Despite a 74% gain this year, Universal Insurance Holdings (UVE) has been largely flying under the radar. But this top stock could warrant a closer look.
The insurance company has advanced mostly along the 50-day moving average since September 2017. Shares dipped slightly below the support line during the broader market’s recent skid. But the stock is rebounding above the 50-day as it puts together a win streak.
That could be viewed as a buy opportunity, since it’s Universal’s first pullback to the 50-day line (or 10-week on a weekly chart) since a July breakout from a flat base. The buy point in that base was 36.95. But buying stocks during a market correction is highly risky. The stock also cleared a 46 entry of a subsequent flat base last month, but fell back into the base as the market fell.
Universal tends to trade tightly, a bullish sign. It is on the thin side, with an average daily volume of about 230,000 shares. The relative strength line is in new-high territory, which signals unusual strength.

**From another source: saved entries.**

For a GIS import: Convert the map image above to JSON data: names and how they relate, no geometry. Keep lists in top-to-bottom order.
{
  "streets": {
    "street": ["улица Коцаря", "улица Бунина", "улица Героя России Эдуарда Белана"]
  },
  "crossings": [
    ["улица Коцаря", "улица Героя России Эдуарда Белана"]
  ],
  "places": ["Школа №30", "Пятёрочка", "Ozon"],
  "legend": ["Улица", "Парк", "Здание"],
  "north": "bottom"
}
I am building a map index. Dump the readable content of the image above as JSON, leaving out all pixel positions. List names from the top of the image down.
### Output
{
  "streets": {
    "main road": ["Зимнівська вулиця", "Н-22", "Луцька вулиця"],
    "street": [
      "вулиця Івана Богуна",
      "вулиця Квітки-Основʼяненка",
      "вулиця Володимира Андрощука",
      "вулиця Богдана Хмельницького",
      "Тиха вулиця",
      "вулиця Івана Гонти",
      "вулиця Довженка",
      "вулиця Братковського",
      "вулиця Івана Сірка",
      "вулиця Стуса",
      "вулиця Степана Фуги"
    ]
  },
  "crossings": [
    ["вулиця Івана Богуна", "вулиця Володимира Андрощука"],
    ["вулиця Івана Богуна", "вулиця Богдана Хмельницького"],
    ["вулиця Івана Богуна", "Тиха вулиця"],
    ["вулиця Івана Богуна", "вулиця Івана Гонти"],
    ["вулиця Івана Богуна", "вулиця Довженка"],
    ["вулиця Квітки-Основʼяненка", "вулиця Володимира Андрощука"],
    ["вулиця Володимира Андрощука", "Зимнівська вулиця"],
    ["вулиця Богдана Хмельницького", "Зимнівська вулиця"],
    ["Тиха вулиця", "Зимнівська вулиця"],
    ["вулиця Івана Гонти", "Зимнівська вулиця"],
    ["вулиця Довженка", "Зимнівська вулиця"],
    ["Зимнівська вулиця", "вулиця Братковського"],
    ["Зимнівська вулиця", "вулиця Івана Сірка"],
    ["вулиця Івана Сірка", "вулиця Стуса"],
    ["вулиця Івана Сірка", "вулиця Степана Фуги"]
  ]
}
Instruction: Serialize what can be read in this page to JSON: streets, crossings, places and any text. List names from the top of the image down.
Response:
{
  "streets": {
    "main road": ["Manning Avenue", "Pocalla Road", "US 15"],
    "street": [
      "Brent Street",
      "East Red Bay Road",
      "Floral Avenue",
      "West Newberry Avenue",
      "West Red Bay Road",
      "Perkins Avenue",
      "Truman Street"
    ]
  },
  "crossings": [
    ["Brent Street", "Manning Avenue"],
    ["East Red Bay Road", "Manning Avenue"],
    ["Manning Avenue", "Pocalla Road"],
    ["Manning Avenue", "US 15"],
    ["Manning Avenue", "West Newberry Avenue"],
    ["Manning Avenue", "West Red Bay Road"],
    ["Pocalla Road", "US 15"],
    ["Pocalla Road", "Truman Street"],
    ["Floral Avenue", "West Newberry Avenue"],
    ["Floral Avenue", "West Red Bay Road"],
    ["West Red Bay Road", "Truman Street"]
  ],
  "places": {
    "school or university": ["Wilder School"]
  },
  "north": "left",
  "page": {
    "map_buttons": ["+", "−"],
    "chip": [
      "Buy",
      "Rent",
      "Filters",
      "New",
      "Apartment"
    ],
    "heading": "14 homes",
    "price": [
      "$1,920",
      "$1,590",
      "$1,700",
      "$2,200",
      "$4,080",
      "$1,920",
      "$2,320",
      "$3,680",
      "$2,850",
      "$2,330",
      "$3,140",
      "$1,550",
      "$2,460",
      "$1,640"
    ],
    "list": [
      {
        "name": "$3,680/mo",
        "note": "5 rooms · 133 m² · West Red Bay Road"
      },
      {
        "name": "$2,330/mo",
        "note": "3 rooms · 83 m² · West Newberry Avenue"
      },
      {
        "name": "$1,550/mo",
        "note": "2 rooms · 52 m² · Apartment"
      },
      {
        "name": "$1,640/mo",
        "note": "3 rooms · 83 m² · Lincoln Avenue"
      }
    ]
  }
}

The Fort Lauderdale, Fla.-based company offers property and casualty insurance products to homeowners in Florida and has expanded to 16 other states. In the past it primarily served Florida residents.
IBD Stock Checkup assigns Universal a 93 Composite Rating, which combines key fundamental and technical metrics into a single score. That ranks the insurer third from the top in the 71-stock Insurance-Property/Casualty/Title group, based on the Composite Rating. A 97 Relative Price Strength Rating makes the insurer the top stock in its group.
Its 93 Earnings Per Share Rating reflects a 6% slip in earnings in 2016. Growth resumed in 2017 at 7%. Analysts expect a 54% jump in annual profit this year, then a 7% decline in 2019. For Q3, they see $1.03 a share on $217.3 million in sales, for respective increases of 268% and 14%. Universal reports Oct. 29 after the close.